It all started around the time they were hired to find Macklin Tanner. To Shawn this was the greatest case they'd ever landed. It was, in fact, the very case he'd had in mind when he first decided to become a private detective. In order to solve the crime he and Gus would have to live in a completely virtual world that no one had ever seen before. They were going to be paid to play and win the coolest computer game ever invented.
And yet when Brenda Varda came to them for help, Gus hadn't wanted to take the case. Instead he kept muttering about how the police had already looked into it and the guy had probably taken off on his own.

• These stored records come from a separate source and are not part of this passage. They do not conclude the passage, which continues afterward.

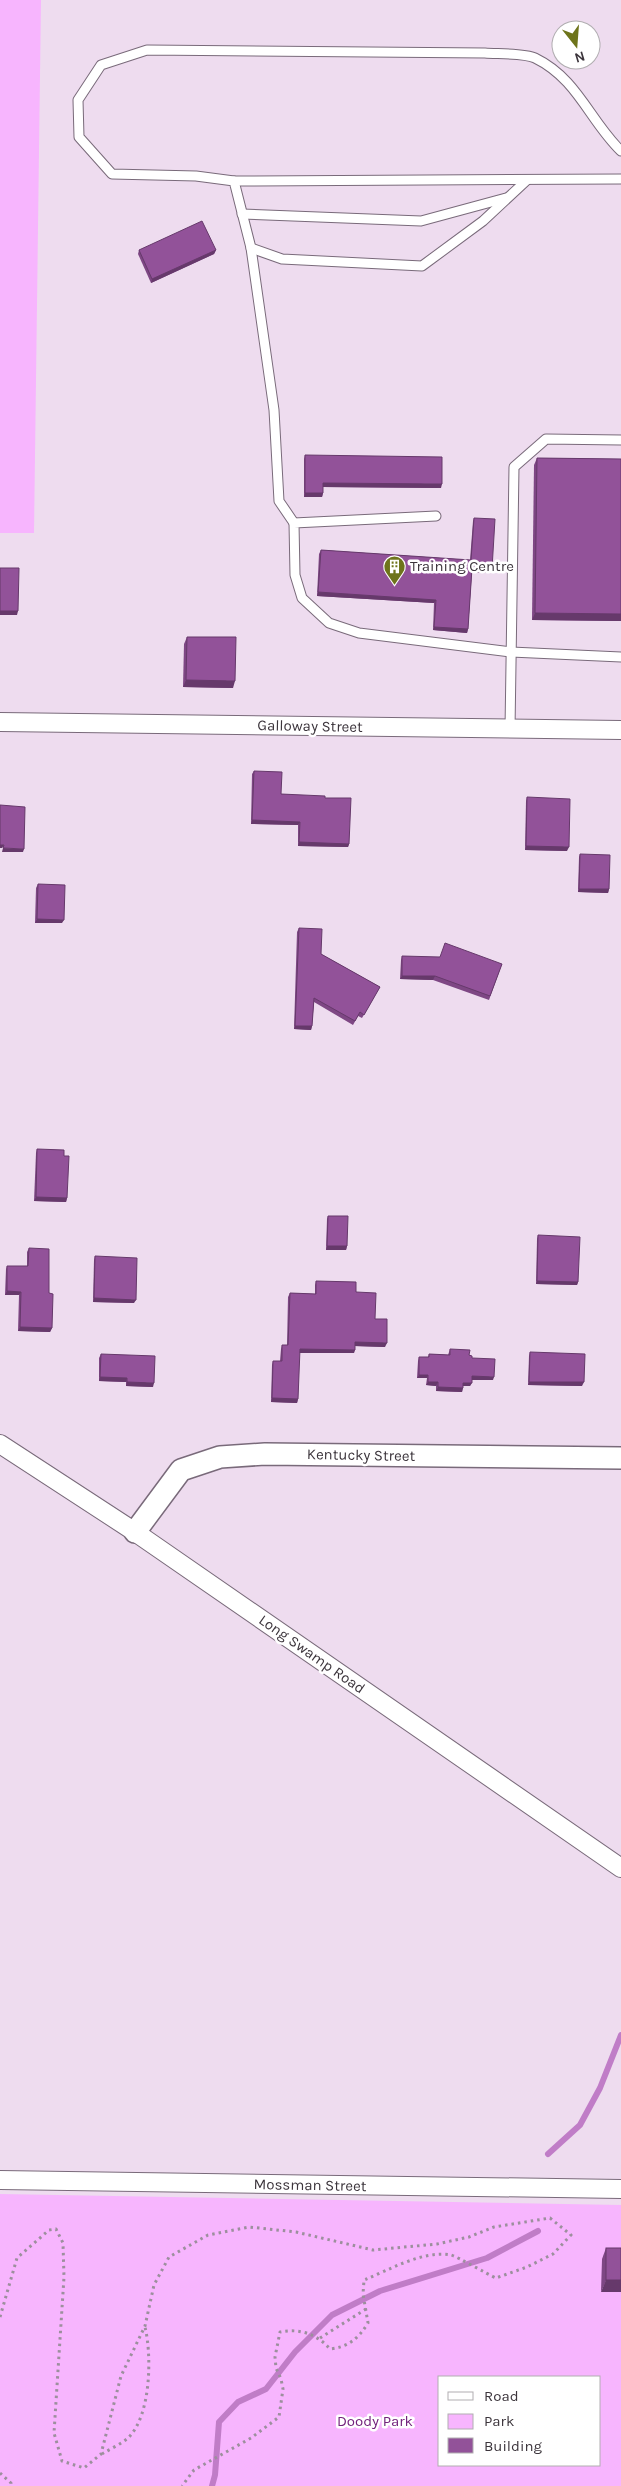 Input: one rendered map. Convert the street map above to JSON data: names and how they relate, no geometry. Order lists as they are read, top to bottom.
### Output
{
  "streets": {
    "street": [
      "Galloway Street",
      "Kentucky Street",
      "Long Swamp Road",
      "Mossman Street"
    ]
  },
  "crossings": [
    ["Kentucky Street", "Long Swamp Road"]
  ],
  "parks": ["Doody Park"],
  "places": {
    "building": ["Training Centre"]
  },
  "legend": ["Road", "Park", "Building"],
  "north": "bottom"
}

That had sparked their first real argument since they had given up trying to agree on whether or not it was right for George Lucas to digitally "upgrade" the original Star Wars movies. Shawn's point had been simple and, to his mind, obvious--if Tanner had gone for an unannounced vacation, then the case was guaranteed to have a happy ending. If, on the other hand, something had happened to him, then Shawn and Gus were the only ones who could help him. Either way they were going to get paid a lot of money for an experience most people could only dream about.
Gus finally agreed to help on the case, but Shawn could tell his heart wasn't in it. And once they were actually inside Darksyde City, the game's fictional locale, Gus managed to be no fun at all. The first two days, he hardly killed anyone, even when a good bit of mayhem might have moved him up a level. It was like he couldn't wait to get out of the virtual world.

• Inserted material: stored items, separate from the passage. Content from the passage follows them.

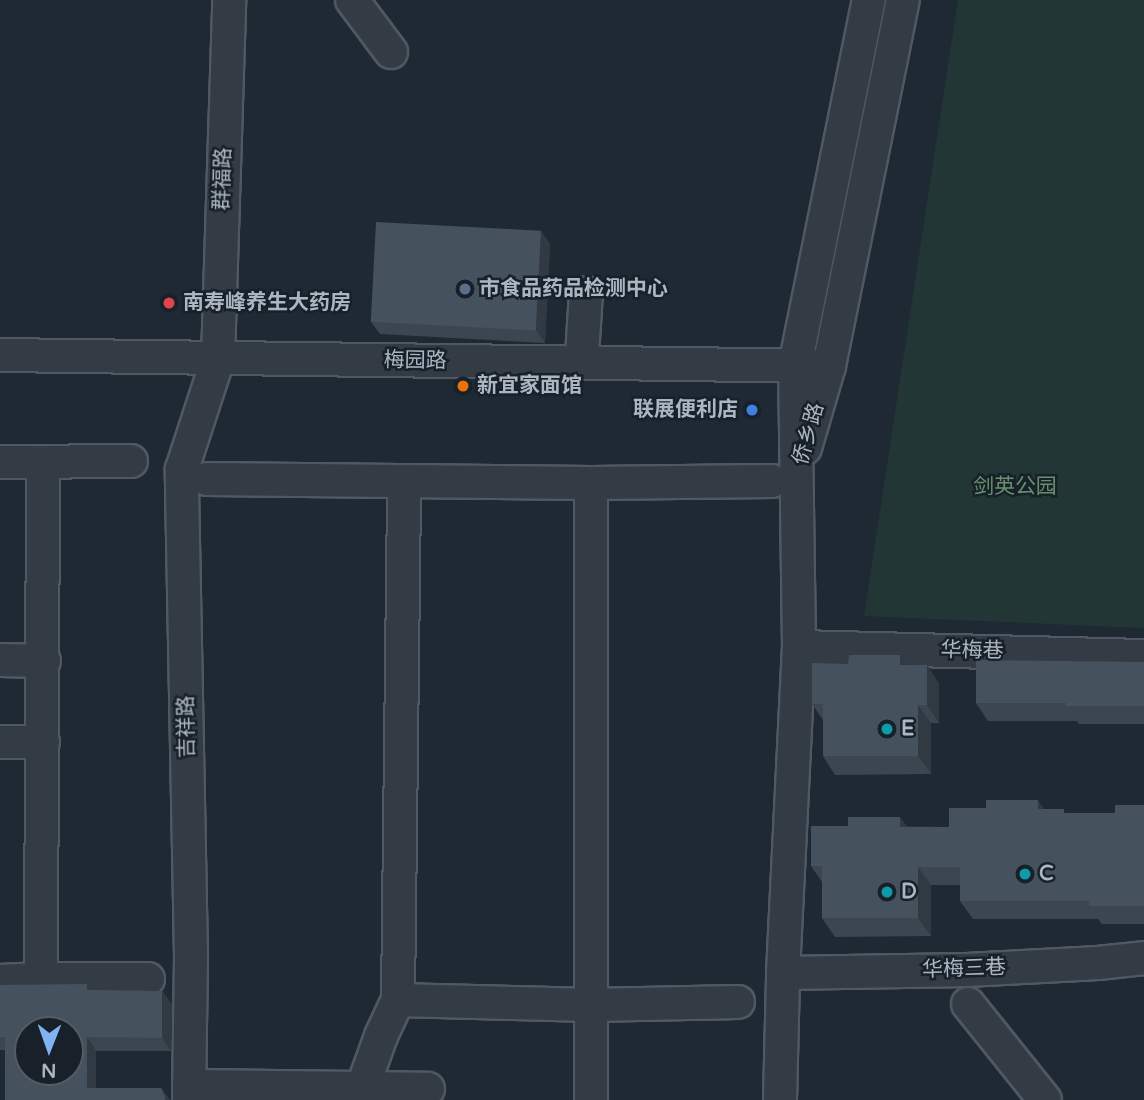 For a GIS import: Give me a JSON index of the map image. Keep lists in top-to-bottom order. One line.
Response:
{"streets":{"street":["群福路","梅园路","侨乡路","华梅巷","吉祥路","华梅三巷"]},"crossings":[["群福路","梅园路"],["群福路","吉祥路"],["梅园路","侨乡路"],["梅园路","吉祥路"]],"parks":["剑英公园"],"places":["市食品药品检测中心","南寿峰养生大药房","新宜家面馆","联展便利店","E","C","D"],"north":"bottom"} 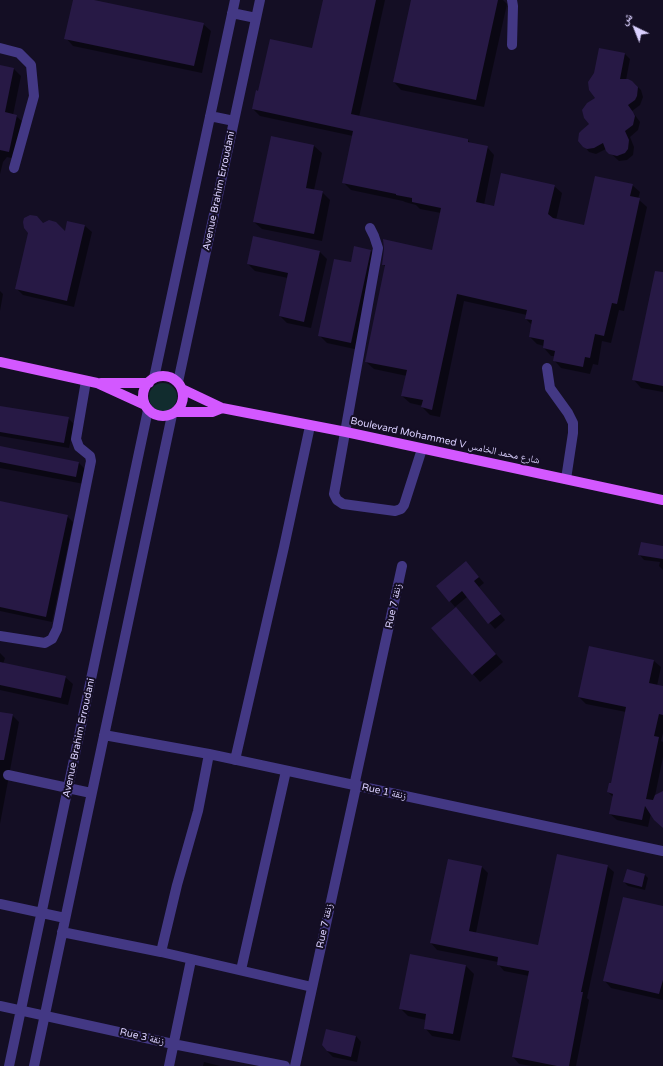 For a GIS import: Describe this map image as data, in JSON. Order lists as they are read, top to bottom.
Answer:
{
  "streets": {
    "main road": ["Boulevard Mohammed V شارع محمد الخامس"],
    "street": [
      "Avenue Brahim Erroudani",
      "Rue 7 زنقة",
      "Rue 1 زنقة",
      "Rue 3 زنقة"
    ]
  },
  "crossings": [
    ["Avenue Brahim Erroudani", "Boulevard Mohammed V شارع محمد الخامس"],
    ["Avenue Brahim Erroudani", "Rue 3 زنقة"],
    ["Rue 7 زنقة", "Rue 1 زنقة"]
  ],
  "north": "top left"
}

Even when he was back on real ground, Gus seemed distracted, moody, and distant. Shawn tried to ask him if something was wrong, but Gus insisted everything was fine. Then he went back to being a grump.
This was not the Gus Shawn had known for so many years. Yes, he'd always had a tendency toward the judgmental and there was frequently an undercurrent of unnecessary seriousness running through him, but Shawn had never seen him in such a mood for longer than a day or so. Something was wrong.

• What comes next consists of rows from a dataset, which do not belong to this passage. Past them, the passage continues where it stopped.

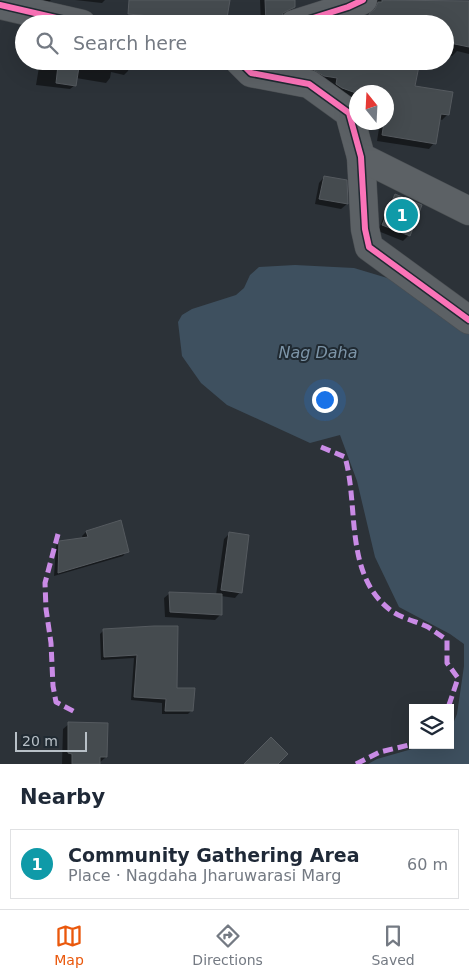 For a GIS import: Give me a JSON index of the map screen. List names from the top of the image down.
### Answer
{
  "water": ["Nag Daha"],
  "scale_bar": "20 m",
  "north": "top",
  "page": {
    "search": "Search here",
    "pins": "1",
    "scale": "20 m",
    "heading": "Nearby",
    "list": [
      {
        "mark": "1",
        "name": "Community Gathering Area",
        "note": "Place · Nagdaha Jharuwarasi Marg",
        "value": "60 m"
      }
    ],
    "nav": ["Map", "Directions", "Saved"]
  }
} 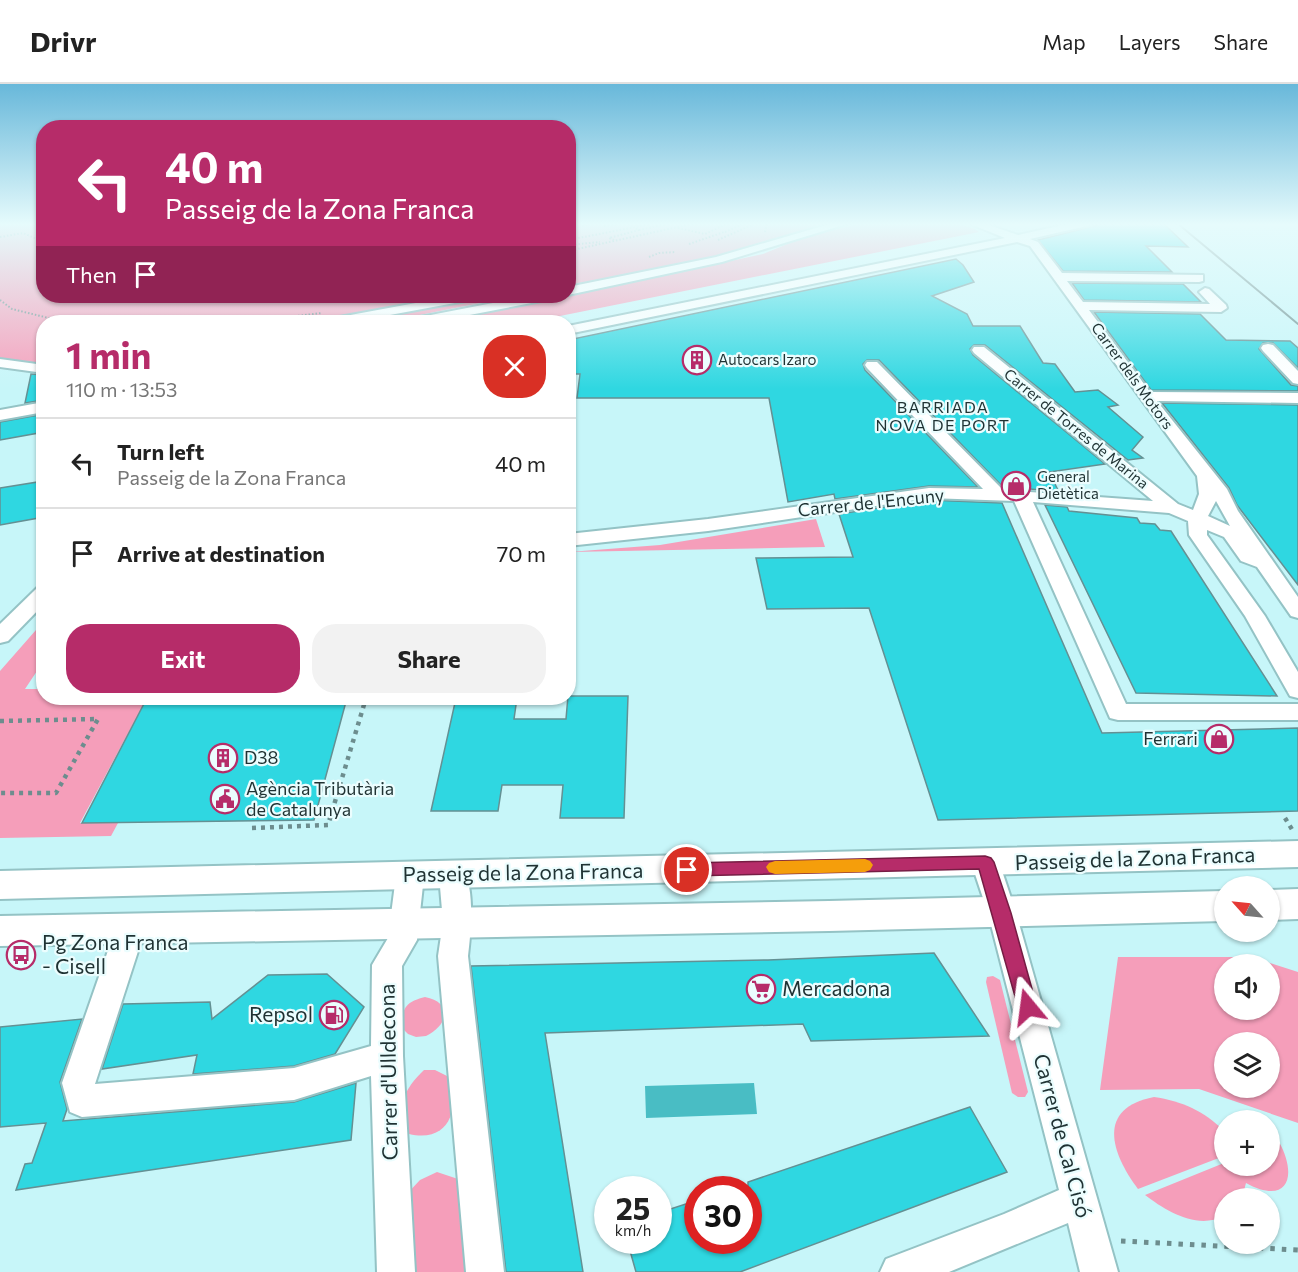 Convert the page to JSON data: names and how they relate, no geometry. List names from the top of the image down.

Then it got worse. For the first time in as long as Shawn had known him, Gus started to become unreliable. He'd come into the office an hour late, claiming that his alarm hadn't gone off or that he'd been stuck in traffic. And once he got there he'd disappear for hours at a time. When he came back he'd give only the vaguest of excuses, claiming that there was some kind of problem at the pharmaceuticals company where he still maintained a second job as a sales rep.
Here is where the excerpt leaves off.